_Task material_
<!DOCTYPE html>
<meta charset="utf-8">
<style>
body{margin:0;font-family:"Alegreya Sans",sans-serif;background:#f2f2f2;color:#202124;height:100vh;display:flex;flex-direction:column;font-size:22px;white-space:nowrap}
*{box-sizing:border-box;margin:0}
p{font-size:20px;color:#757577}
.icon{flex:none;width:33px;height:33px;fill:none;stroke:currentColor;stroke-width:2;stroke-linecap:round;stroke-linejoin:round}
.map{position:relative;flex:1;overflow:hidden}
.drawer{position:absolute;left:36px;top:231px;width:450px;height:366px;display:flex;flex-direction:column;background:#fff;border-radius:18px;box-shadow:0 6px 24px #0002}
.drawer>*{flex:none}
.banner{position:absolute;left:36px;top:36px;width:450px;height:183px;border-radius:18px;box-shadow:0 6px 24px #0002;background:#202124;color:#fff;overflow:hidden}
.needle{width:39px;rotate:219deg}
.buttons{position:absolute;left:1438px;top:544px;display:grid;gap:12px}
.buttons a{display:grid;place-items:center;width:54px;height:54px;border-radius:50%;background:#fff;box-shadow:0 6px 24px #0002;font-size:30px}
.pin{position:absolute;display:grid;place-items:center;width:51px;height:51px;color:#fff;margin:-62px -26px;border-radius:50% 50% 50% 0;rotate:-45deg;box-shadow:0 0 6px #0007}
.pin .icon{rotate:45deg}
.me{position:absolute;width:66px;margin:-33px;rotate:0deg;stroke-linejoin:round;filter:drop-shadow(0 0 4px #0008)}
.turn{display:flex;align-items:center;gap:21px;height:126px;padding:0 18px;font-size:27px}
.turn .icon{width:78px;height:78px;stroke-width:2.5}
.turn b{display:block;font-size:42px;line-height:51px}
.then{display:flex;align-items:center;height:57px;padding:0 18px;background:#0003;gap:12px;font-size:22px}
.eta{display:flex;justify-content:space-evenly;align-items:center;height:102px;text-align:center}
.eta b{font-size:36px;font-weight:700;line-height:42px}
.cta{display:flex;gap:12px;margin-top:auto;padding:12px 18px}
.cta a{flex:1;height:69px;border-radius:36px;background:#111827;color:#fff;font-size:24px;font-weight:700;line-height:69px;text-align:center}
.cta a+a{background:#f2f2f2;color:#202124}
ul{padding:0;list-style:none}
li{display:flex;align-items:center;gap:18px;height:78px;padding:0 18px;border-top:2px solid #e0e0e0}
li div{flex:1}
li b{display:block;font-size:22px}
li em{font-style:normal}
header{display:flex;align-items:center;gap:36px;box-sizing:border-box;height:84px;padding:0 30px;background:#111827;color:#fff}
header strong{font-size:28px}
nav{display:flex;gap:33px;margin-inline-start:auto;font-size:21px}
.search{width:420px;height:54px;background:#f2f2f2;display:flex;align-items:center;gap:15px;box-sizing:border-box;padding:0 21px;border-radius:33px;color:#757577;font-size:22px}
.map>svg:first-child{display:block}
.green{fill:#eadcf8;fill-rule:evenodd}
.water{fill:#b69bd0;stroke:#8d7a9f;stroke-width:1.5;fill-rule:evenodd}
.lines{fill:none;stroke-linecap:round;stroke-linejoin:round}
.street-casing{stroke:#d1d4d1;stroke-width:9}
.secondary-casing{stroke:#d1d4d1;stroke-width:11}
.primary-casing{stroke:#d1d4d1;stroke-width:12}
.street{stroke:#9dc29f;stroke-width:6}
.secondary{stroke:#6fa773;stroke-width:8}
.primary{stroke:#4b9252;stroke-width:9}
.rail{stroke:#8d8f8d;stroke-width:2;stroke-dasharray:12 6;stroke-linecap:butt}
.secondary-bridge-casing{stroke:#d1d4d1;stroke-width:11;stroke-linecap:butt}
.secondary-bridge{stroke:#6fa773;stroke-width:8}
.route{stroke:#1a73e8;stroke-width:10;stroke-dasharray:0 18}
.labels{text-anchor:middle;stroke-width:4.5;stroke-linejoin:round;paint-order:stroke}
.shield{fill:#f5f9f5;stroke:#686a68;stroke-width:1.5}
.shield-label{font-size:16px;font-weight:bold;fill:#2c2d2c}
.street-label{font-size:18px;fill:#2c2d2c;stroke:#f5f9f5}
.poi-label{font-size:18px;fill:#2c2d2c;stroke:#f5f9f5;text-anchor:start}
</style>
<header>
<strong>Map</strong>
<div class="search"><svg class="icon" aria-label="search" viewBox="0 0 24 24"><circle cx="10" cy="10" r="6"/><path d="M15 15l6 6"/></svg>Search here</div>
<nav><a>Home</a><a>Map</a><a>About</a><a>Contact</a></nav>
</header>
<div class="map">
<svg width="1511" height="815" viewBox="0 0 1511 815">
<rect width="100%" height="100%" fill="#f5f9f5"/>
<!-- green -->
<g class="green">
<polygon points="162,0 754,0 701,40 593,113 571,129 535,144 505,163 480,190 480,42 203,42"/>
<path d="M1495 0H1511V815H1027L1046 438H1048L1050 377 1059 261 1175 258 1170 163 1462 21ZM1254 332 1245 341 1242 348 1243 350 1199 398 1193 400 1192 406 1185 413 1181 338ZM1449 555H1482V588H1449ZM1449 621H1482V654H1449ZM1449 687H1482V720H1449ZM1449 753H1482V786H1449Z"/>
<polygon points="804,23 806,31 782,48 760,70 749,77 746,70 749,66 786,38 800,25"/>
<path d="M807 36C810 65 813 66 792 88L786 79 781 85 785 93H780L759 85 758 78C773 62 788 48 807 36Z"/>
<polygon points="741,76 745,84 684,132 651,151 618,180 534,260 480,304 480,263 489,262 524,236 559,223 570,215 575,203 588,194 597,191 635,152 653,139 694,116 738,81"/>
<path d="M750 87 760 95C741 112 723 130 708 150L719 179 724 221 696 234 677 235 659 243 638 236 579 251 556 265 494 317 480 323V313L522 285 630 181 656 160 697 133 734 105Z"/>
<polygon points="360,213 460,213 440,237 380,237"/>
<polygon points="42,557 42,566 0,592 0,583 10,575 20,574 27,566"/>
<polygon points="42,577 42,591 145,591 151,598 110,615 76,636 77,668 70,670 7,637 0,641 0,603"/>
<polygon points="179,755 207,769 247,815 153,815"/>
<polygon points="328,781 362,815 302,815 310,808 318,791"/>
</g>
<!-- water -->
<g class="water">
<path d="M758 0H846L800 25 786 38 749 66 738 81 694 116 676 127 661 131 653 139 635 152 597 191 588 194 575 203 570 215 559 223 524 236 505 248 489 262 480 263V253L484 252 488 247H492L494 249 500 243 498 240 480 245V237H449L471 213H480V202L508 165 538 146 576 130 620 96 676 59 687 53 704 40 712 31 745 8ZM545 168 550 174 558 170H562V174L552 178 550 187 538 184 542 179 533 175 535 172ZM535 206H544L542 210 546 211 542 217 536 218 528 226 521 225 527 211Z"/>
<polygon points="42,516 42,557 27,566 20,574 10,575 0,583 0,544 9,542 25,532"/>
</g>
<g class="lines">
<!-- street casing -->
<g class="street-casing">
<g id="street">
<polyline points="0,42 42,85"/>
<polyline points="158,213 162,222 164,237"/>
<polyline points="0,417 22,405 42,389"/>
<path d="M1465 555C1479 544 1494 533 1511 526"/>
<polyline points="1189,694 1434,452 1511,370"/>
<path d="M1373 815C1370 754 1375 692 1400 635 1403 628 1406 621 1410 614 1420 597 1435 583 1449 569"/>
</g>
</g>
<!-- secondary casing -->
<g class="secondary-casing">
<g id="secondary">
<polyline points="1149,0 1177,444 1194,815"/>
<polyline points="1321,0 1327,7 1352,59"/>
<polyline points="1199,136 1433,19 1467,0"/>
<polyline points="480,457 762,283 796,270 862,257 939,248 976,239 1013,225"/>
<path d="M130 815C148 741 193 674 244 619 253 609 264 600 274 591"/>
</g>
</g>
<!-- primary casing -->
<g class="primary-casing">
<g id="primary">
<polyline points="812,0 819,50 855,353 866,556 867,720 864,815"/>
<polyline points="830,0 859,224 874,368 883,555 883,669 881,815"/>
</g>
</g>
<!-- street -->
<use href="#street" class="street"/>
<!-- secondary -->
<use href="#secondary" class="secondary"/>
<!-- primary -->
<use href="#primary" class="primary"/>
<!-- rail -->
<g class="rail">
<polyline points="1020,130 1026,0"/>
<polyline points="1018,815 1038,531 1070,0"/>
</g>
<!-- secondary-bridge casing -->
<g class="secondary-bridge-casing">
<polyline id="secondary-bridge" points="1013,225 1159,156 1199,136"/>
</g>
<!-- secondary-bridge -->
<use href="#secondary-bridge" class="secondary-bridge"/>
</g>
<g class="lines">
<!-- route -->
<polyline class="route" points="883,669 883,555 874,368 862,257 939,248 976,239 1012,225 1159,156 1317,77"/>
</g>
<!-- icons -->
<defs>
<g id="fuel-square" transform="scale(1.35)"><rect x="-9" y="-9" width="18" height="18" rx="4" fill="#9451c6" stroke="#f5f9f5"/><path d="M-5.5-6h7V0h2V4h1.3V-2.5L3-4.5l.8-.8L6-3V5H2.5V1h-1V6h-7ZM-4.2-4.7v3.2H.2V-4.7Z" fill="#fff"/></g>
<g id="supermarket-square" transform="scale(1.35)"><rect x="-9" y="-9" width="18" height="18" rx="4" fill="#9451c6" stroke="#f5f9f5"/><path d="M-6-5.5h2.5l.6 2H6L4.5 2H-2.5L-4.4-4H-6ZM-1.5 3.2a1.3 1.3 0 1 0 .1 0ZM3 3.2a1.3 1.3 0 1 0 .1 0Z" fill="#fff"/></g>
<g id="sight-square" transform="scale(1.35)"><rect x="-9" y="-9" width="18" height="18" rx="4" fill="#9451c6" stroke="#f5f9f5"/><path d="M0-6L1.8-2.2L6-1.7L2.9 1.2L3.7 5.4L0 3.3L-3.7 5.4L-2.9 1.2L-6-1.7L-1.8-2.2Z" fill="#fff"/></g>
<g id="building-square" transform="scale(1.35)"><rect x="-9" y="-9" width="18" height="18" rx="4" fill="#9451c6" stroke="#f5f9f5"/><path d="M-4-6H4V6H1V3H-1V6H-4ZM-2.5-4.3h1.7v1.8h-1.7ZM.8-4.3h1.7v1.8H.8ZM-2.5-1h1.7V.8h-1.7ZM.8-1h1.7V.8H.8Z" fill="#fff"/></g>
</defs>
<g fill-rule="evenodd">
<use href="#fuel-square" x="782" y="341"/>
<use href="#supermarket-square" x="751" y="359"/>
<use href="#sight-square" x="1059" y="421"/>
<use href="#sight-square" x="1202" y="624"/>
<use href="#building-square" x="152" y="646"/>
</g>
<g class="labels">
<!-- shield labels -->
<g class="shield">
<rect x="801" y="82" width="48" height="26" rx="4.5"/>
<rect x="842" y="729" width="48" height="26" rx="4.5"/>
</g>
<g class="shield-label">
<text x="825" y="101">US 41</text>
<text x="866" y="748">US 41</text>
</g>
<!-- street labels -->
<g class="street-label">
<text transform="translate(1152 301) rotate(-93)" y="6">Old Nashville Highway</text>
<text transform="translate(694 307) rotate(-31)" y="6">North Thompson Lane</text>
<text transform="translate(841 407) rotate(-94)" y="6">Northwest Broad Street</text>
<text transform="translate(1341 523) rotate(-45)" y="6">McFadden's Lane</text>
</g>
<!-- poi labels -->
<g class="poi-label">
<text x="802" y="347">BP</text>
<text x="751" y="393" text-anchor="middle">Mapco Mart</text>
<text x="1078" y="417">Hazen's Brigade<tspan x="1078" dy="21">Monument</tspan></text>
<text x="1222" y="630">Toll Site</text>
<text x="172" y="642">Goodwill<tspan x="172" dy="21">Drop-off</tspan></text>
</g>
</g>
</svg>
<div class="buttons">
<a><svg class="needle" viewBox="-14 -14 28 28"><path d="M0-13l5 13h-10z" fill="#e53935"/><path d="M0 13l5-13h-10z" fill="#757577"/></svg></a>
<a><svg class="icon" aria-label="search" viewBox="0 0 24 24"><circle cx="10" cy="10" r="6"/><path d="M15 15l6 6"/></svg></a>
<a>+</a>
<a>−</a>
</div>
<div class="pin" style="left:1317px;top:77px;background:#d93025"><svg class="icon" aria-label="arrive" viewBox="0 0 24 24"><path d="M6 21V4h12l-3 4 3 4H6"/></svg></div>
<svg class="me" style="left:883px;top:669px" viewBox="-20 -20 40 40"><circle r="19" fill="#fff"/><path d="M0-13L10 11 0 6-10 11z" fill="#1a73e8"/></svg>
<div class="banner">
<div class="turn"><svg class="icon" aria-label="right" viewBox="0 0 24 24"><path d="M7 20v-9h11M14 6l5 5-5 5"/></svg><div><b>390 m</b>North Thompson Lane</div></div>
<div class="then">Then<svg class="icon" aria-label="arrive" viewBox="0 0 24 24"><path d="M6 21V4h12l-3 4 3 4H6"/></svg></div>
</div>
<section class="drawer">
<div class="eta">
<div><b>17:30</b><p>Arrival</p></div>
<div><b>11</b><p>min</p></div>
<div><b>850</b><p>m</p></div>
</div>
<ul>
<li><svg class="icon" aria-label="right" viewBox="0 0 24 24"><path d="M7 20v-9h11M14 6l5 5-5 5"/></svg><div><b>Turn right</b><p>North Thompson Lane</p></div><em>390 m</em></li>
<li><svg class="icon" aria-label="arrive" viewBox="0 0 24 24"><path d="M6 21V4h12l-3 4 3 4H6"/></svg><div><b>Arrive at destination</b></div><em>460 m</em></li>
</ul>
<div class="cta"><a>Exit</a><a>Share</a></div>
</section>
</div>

_Assigned task_
If a line contains the word "hidden", count it; give the total for the entries above and nothing else.

_Task result_
2